*** Block opens ***
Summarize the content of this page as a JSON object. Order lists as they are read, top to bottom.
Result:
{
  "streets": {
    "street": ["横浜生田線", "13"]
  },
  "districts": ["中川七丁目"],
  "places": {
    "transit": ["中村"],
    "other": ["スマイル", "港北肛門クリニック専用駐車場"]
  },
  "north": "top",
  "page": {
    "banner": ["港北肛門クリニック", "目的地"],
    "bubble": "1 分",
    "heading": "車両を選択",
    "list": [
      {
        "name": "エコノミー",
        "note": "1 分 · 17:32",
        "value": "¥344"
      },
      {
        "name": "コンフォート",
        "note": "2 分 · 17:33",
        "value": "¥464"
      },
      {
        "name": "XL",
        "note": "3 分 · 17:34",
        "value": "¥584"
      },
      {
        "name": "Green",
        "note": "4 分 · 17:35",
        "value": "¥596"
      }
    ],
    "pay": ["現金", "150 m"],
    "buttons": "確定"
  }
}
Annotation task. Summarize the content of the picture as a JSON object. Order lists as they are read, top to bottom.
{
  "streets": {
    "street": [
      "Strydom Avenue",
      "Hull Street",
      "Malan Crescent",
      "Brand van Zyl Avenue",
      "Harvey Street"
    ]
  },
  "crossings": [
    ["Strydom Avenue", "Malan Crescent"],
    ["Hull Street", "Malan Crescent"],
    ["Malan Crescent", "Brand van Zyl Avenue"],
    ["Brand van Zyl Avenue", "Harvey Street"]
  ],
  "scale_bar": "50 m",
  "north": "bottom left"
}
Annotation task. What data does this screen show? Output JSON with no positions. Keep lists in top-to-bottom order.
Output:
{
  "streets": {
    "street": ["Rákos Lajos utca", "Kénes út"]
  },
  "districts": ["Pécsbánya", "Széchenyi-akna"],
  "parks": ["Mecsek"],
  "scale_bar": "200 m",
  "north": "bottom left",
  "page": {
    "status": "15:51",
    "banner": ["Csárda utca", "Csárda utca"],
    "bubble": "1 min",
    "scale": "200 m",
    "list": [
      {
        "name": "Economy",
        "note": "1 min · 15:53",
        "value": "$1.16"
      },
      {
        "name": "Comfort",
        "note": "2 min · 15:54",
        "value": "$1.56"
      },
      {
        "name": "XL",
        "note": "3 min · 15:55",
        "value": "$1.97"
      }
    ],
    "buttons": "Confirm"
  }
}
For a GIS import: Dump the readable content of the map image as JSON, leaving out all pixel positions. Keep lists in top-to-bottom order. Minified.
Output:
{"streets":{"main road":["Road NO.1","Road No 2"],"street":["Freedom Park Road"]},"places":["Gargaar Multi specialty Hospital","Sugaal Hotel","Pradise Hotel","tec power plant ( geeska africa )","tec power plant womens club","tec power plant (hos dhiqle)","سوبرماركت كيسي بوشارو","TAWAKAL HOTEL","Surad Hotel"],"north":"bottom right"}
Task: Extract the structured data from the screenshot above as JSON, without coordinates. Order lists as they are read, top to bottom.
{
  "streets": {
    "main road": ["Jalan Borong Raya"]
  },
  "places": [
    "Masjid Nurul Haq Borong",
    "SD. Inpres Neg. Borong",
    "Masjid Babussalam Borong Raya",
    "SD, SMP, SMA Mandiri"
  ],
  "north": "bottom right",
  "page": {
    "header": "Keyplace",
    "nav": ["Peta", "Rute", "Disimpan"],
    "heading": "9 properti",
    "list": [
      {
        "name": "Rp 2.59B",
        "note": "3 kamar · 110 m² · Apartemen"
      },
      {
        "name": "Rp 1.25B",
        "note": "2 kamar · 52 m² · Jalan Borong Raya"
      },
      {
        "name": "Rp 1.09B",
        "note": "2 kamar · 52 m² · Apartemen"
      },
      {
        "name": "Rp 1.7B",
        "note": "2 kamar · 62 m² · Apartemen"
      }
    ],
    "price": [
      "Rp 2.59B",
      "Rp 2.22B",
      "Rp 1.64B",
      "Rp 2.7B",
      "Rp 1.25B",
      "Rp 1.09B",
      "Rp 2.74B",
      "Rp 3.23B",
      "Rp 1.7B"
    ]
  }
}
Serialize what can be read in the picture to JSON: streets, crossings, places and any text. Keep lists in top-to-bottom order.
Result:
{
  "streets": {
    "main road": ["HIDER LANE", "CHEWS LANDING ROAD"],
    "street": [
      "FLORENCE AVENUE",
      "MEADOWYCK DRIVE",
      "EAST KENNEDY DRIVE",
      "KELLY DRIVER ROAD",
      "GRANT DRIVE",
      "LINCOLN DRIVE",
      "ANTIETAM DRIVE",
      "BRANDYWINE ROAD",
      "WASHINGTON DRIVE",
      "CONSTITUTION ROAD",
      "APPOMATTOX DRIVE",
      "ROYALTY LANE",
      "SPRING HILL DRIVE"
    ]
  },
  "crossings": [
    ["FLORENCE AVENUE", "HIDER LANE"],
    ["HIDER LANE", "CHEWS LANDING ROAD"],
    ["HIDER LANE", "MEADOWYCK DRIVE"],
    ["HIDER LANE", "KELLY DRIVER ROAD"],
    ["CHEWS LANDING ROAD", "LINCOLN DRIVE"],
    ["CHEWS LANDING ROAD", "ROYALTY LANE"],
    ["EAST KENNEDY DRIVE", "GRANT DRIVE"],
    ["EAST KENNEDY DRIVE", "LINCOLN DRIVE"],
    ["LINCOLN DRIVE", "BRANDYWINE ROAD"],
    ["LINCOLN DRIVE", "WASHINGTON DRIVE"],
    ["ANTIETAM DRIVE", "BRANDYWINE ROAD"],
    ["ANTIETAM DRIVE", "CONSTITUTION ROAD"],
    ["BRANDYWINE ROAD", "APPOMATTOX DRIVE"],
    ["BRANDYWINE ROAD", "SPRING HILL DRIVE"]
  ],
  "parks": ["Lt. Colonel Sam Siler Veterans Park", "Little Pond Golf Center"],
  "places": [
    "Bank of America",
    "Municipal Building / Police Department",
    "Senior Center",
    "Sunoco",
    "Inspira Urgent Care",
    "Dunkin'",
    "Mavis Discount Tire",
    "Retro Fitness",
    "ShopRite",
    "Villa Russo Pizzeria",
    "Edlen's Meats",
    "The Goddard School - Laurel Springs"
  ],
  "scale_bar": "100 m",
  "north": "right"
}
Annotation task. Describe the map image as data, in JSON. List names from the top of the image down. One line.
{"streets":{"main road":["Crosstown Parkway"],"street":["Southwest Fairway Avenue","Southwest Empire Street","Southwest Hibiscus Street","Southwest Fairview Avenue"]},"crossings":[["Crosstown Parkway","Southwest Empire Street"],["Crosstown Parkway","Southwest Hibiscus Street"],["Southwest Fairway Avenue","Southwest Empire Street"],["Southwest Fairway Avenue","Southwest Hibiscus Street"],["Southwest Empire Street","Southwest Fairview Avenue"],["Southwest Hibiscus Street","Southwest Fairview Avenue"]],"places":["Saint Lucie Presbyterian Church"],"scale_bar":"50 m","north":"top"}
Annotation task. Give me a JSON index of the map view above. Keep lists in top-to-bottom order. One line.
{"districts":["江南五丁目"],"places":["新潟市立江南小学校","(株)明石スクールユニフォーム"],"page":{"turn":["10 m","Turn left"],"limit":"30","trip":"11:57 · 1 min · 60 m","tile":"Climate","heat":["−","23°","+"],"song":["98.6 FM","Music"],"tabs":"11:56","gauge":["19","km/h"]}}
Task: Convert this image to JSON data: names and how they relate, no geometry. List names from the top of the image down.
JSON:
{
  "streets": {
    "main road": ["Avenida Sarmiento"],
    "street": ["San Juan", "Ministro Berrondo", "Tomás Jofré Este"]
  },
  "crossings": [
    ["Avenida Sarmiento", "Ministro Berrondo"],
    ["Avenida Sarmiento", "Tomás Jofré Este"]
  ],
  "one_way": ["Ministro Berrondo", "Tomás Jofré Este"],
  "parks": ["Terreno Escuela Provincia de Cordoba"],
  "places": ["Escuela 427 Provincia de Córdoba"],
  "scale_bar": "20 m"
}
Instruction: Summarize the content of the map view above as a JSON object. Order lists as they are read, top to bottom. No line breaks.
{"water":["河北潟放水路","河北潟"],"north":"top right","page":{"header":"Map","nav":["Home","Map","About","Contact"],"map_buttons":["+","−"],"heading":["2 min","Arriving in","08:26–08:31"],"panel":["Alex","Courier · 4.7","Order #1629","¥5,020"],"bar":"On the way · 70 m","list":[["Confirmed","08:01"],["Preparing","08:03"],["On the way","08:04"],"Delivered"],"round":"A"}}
*** Block closes ***
* Work required: Select every line in the records above that contains the word "this".

* Solution to the exercise:
Summarize the content of this page as a JSON object. Order lists as they are read, top to bottom.
Annotation task. What data does this screen show? Output JSON with no positions. Keep lists in top-to-bottom order.
Task: Convert this image to JSON data: names and how they relate, no geometry. List names from the top of the image down.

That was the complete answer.